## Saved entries
- - -
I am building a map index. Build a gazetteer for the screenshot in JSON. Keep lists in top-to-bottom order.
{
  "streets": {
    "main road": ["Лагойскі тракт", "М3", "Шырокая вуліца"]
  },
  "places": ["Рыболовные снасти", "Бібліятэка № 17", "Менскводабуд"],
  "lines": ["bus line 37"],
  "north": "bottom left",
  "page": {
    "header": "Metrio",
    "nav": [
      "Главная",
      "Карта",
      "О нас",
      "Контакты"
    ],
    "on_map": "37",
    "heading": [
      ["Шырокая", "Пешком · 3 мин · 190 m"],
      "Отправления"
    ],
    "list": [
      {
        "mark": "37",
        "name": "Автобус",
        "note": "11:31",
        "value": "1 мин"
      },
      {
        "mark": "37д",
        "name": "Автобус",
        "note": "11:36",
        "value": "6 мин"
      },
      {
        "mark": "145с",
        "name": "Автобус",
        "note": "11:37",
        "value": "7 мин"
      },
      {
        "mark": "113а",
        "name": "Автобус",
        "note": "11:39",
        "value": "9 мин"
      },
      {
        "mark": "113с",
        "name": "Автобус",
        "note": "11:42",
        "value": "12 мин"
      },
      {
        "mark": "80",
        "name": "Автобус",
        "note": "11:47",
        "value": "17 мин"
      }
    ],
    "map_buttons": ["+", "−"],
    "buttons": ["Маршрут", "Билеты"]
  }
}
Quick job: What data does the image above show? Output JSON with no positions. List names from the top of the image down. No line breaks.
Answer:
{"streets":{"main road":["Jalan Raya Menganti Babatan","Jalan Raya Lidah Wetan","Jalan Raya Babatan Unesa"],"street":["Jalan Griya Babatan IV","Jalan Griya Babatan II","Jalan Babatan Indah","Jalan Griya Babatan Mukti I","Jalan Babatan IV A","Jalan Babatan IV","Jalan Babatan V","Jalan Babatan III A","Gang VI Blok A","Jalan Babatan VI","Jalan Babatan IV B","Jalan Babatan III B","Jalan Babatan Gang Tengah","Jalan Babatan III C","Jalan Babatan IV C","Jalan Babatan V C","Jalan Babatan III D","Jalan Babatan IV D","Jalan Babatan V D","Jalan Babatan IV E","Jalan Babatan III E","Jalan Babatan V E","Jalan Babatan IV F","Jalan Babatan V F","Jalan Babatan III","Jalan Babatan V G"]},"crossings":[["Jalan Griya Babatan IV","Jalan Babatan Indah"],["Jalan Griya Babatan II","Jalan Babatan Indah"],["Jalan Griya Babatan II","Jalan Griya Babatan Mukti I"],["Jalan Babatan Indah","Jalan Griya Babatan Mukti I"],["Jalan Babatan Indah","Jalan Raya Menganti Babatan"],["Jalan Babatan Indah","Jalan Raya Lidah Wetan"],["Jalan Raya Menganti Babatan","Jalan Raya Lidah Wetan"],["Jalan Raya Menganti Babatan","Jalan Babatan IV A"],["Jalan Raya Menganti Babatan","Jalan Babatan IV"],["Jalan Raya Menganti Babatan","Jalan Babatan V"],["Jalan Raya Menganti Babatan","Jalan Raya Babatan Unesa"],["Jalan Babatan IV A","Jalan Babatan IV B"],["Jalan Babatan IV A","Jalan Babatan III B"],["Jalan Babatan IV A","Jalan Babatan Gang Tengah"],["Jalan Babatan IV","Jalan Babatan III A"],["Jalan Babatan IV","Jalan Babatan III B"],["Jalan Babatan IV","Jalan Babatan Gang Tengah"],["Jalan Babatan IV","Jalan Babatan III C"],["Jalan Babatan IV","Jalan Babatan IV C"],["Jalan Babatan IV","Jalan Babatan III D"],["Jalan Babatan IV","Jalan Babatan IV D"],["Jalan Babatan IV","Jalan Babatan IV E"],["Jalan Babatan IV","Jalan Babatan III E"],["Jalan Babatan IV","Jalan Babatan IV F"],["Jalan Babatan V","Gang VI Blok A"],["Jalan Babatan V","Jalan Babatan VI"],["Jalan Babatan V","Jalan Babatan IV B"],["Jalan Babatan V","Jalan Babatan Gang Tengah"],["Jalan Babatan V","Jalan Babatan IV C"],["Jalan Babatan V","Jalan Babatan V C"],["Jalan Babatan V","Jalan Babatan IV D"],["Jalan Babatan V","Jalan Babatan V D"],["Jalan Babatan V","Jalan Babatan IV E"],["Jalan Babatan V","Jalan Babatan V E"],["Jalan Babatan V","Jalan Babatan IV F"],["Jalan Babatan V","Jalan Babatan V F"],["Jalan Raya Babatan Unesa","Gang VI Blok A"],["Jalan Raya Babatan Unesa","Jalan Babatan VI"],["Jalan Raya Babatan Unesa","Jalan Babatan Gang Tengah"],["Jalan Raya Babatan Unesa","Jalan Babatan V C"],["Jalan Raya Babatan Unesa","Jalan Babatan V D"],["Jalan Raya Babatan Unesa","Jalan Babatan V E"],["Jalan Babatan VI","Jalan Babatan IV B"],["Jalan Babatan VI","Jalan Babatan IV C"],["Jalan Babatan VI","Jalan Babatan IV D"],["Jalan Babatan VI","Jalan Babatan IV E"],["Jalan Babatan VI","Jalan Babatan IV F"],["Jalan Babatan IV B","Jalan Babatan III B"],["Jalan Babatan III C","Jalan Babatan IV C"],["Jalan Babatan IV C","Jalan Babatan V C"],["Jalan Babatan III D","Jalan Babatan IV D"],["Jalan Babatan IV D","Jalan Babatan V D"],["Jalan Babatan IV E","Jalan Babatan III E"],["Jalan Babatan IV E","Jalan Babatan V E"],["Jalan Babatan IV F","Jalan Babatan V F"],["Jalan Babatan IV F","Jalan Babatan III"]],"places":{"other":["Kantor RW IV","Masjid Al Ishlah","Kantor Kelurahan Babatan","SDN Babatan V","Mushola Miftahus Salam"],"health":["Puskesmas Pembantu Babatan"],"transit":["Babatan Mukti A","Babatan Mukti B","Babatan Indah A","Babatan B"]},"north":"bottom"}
- - -
## WORK TO COMPLETE
All the data above should be restated in full, exactly.

## EXERCISE SOLUTION
I am building a map index. Build a gazetteer for the screenshot in JSON. Keep lists in top-to-bottom order.
{
  "streets": {
    "main road": ["Лагойскі тракт", "М3", "Шырокая вуліца"]
  },
  "places": ["Рыболовные снасти", "Бібліятэка № 17", "Менскводабуд"],
  "lines": ["bus line 37"],
  "north": "bottom left",
  "page": {
    "header": "Metrio",
    "nav": [
      "Главная",
      "Карта",
      "О нас",
      "Контакты"
    ],
    "on_map": "37",
    "heading": [
      ["Шырокая", "Пешком · 3 мин · 190 m"],
      "Отправления"
    ],
    "list": [
      {
        "mark": "37",
        "name": "Автобус",
        "note": "11:31",
        "value": "1 мин"
      },
      {
        "mark": "37д",
        "name": "Автобус",
        "note": "11:36",
        "value": "6 мин"
      },
      {
        "mark": "145с",
        "name": "Автобус",
        "note": "11:37",
        "value": "7 мин"
      },
      {
        "mark": "113а",
        "name": "Автобус",
        "note": "11:39",
        "value": "9 мин"
      },
      {
        "mark": "113с",
        "name": "Автобус",
        "note": "11:42",
        "value": "12 мин"
      },
      {
        "mark": "80",
        "name": "Автобус",
        "note": "11:47",
        "value": "17 мин"
      }
    ],
    "map_buttons": ["+", "−"],
    "buttons": ["Маршрут", "Билеты"]
  }
}
Quick job: What data does the image above show? Output JSON with no positions. List names from the top of the image down. No line breaks.
Answer:
{"streets":{"main road":["Jalan Raya Menganti Babatan","Jalan Raya Lidah Wetan","Jalan Raya Babatan Unesa"],"street":["Jalan Griya Babatan IV","Jalan Griya Babatan II","Jalan Babatan Indah","Jalan Griya Babatan Mukti I","Jalan Babatan IV A","Jalan Babatan IV","Jalan Babatan V","Jalan Babatan III A","Gang VI Blok A","Jalan Babatan VI","Jalan Babatan IV B","Jalan Babatan III B","Jalan Babatan Gang Tengah","Jalan Babatan III C","Jalan Babatan IV C","Jalan Babatan V C","Jalan Babatan III D","Jalan Babatan IV D","Jalan Babatan V D","Jalan Babatan IV E","Jalan Babatan III E","Jalan Babatan V E","Jalan Babatan IV F","Jalan Babatan V F","Jalan Babatan III","Jalan Babatan V G"]},"crossings":[["Jalan Griya Babatan IV","Jalan Babatan Indah"],["Jalan Griya Babatan II","Jalan Babatan Indah"],["Jalan Griya Babatan II","Jalan Griya Babatan Mukti I"],["Jalan Babatan Indah","Jalan Griya Babatan Mukti I"],["Jalan Babatan Indah","Jalan Raya Menganti Babatan"],["Jalan Babatan Indah","Jalan Raya Lidah Wetan"],["Jalan Raya Menganti Babatan","Jalan Raya Lidah Wetan"],["Jalan Raya Menganti Babatan","Jalan Babatan IV A"],["Jalan Raya Menganti Babatan","Jalan Babatan IV"],["Jalan Raya Menganti Babatan","Jalan Babatan V"],["Jalan Raya Menganti Babatan","Jalan Raya Babatan Unesa"],["Jalan Babatan IV A","Jalan Babatan IV B"],["Jalan Babatan IV A","Jalan Babatan III B"],["Jalan Babatan IV A","Jalan Babatan Gang Tengah"],["Jalan Babatan IV","Jalan Babatan III A"],["Jalan Babatan IV","Jalan Babatan III B"],["Jalan Babatan IV","Jalan Babatan Gang Tengah"],["Jalan Babatan IV","Jalan Babatan III C"],["Jalan Babatan IV","Jalan Babatan IV C"],["Jalan Babatan IV","Jalan Babatan III D"],["Jalan Babatan IV","Jalan Babatan IV D"],["Jalan Babatan IV","Jalan Babatan IV E"],["Jalan Babatan IV","Jalan Babatan III E"],["Jalan Babatan IV","Jalan Babatan IV F"],["Jalan Babatan V","Gang VI Blok A"],["Jalan Babatan V","Jalan Babatan VI"],["Jalan Babatan V","Jalan Babatan IV B"],["Jalan Babatan V","Jalan Babatan Gang Tengah"],["Jalan Babatan V","Jalan Babatan IV C"],["Jalan Babatan V","Jalan Babatan V C"],["Jalan Babatan V","Jalan Babatan IV D"],["Jalan Babatan V","Jalan Babatan V D"],["Jalan Babatan V","Jalan Babatan IV E"],["Jalan Babatan V","Jalan Babatan V E"],["Jalan Babatan V","Jalan Babatan IV F"],["Jalan Babatan V","Jalan Babatan V F"],["Jalan Raya Babatan Unesa","Gang VI Blok A"],["Jalan Raya Babatan Unesa","Jalan Babatan VI"],["Jalan Raya Babatan Unesa","Jalan Babatan Gang Tengah"],["Jalan Raya Babatan Unesa","Jalan Babatan V C"],["Jalan Raya Babatan Unesa","Jalan Babatan V D"],["Jalan Raya Babatan Unesa","Jalan Babatan V E"],["Jalan Babatan VI","Jalan Babatan IV B"],["Jalan Babatan VI","Jalan Babatan IV C"],["Jalan Babatan VI","Jalan Babatan IV D"],["Jalan Babatan VI","Jalan Babatan IV E"],["Jalan Babatan VI","Jalan Babatan IV F"],["Jalan Babatan IV B","Jalan Babatan III B"],["Jalan Babatan III C","Jalan Babatan IV C"],["Jalan Babatan IV C","Jalan Babatan V C"],["Jalan Babatan III D","Jalan Babatan IV D"],["Jalan Babatan IV D","Jalan Babatan V D"],["Jalan Babatan IV E","Jalan Babatan III E"],["Jalan Babatan IV E","Jalan Babatan V E"],["Jalan Babatan IV F","Jalan Babatan V F"],["Jalan Babatan IV F","Jalan Babatan III"]],"places":{"other":["Kantor RW IV","Masjid Al Ishlah","Kantor Kelurahan Babatan","SDN Babatan V","Mushola Miftahus Salam"],"health":["Puskesmas Pembantu Babatan"],"transit":["Babatan Mukti A","Babatan Mukti B","Babatan Indah A","Babatan B"]},"north":"bottom"}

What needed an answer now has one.